师尊算出她是紫微星主命,即便当下运交华盖,想来总有转寰之机。
于是顾青莲很无畏地迈出了第一步。
踏入法阵瞬间,周围景物斗转星移。
罡风起,沙雾弥天,笼着腐烂的气息席卷而来。四周本来茂盛的林木刹那间全都消失不见,竟都被弥漫的雾气替代,十米之内,不见五指。
顾青莲算定方位,又是一步轻轻踏出,当时并无异状。
而片刻之后,她脚下的泥土开始冒出可疑的气泡,渐至翻涌,渐至沸腾,似乎有什么东西正在下面,蠢蠢欲动。
顾青莲欲退,却在下一刻收回脚步。
目前她在阵中的位置还在自己算内,若是仓促变换,只怕真的要陷入不可收拾的地步了。
被她抱着的莫凤栖一直很安静,细细地吐息着,没了平日里的孤傲冷漠,却是如同当日在洗心林阵中一般。
突然思及至此,顾青莲不免笑中带了苦涩,她最近还真是“好运”到一定程度了,二入法阵不说,还次次都跟莫凤栖一起。前次自作孽,此次可算是天不饶了。
杀鬼在她浮想联翩之时,由土中慢慢站起身子。
眼前的活动泥土骷髅架子,让顾青莲着实抽了一口冷气,不敢再托大,向后纵推三尺,未料后背结结实实撞在另一个杀鬼身上,硌得生疼。
知道此局既开必不会善了,顾青莲以一手之力环抱着莫凤栖,另一手伸手入怀,掣出六枚银针,看也不看,甩手便掷了出去。
这银针非同寻常,针尾皆镂刻光明六字真言,平日在大德圣水中供着的,专克一切妖邪,果然杀鬼一触及银针,便马上摊倒,重又化成一堆秽土。
不敢恋战,顾青莲见势立刻拔起身形,不再踏足实地,一路飞掠而去,没有了攻击目标的杀鬼们,在一番无结果的乱打乱撞之后,终于全部回归平静。
顾青莲不辨方向,一路疾行,在自己便要真气不继的前一刻停住,却发现如今身处一条清澈小溪之侧。

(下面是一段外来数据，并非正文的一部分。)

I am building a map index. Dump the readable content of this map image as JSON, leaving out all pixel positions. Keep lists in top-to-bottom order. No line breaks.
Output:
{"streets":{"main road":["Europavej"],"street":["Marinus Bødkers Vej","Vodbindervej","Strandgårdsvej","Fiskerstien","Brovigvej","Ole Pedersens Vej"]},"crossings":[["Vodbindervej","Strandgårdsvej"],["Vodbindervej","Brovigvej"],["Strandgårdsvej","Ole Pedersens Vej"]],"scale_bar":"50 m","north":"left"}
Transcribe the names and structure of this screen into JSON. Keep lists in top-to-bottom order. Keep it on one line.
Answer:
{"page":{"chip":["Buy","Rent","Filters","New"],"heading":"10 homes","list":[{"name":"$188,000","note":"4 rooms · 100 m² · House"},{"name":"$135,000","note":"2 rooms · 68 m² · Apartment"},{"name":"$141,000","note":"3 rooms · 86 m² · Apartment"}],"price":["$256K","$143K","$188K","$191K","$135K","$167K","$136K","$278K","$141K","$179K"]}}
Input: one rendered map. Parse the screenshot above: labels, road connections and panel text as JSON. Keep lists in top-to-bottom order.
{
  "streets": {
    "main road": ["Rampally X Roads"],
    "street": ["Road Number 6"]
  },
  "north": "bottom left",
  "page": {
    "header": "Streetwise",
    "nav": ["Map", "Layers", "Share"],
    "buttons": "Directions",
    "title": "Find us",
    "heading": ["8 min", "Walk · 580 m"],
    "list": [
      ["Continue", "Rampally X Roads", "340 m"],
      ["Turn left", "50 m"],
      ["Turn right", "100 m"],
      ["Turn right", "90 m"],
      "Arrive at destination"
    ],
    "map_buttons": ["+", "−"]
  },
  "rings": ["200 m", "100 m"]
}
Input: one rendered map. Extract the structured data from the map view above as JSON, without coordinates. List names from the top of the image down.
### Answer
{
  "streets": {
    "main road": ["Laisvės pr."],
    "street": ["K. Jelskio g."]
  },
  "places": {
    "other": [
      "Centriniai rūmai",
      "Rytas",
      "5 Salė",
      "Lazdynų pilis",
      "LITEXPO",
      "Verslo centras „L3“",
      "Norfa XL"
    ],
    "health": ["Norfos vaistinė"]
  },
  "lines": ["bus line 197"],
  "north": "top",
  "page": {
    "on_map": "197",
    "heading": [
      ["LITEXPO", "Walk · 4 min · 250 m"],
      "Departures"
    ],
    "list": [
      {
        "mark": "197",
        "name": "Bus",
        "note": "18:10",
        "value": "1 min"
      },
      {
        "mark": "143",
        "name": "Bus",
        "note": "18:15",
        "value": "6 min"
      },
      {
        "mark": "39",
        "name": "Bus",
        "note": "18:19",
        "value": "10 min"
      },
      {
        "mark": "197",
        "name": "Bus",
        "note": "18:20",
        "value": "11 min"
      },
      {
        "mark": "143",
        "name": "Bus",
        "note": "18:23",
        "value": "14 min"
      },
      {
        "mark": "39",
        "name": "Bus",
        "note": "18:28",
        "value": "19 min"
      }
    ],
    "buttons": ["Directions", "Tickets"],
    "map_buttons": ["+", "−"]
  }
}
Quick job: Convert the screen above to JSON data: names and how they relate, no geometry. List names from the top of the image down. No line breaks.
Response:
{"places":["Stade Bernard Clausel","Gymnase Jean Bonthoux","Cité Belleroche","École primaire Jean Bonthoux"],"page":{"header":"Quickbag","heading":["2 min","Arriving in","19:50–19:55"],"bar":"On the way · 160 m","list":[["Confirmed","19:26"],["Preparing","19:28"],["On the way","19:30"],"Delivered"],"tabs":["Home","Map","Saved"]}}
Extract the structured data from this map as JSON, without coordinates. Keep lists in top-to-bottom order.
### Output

验过周围并无邪气杀气,又见莫凤栖依然安静沉睡,顾青莲恐穴道被封过久不利气血运行,思虑之下解开了他的穴道,用自己的外衣垫在他身下,将他从手中放下,然后退至一侧。
半刻中过去,莫教主悠悠醒转。
先是纤长睫羽轻轻扇动了几下,然后慢慢半睁,接着并无焦距的眼神淡淡扫过顾青莲立身之所,最后倏然转回,成为冷漠中暗含怒意的瞪视。
“此处是何地?”莫凤栖强撑起身,咬牙问道。
“深谷法阵之中。”顾青莲答得很是温和,仿佛他只是个刚提出什么无理要求的孩子。
“法阵?”讥诮地笑了几声后又是一阵咳嗽,等喘息稍定,莫凤栖右手微抬,将左袖染上泥迹的一片布帛生生撕去,“竟是杀鬼。”
“莫教主……”
顾青莲想要说些什么,却被莫凤栖冷冷打断:“事到如今,解释无用。”
“哈,青莲只是想说,方才青莲将教中自内中带出时,顺手拿了这套衣物……”
莫凤栖往她手上看去,果然那一件素衣是自己日常穿的,又反观身上的衣物既有血迹又有尘土,污秽不堪,便毫不客气地冷道:“拿来。”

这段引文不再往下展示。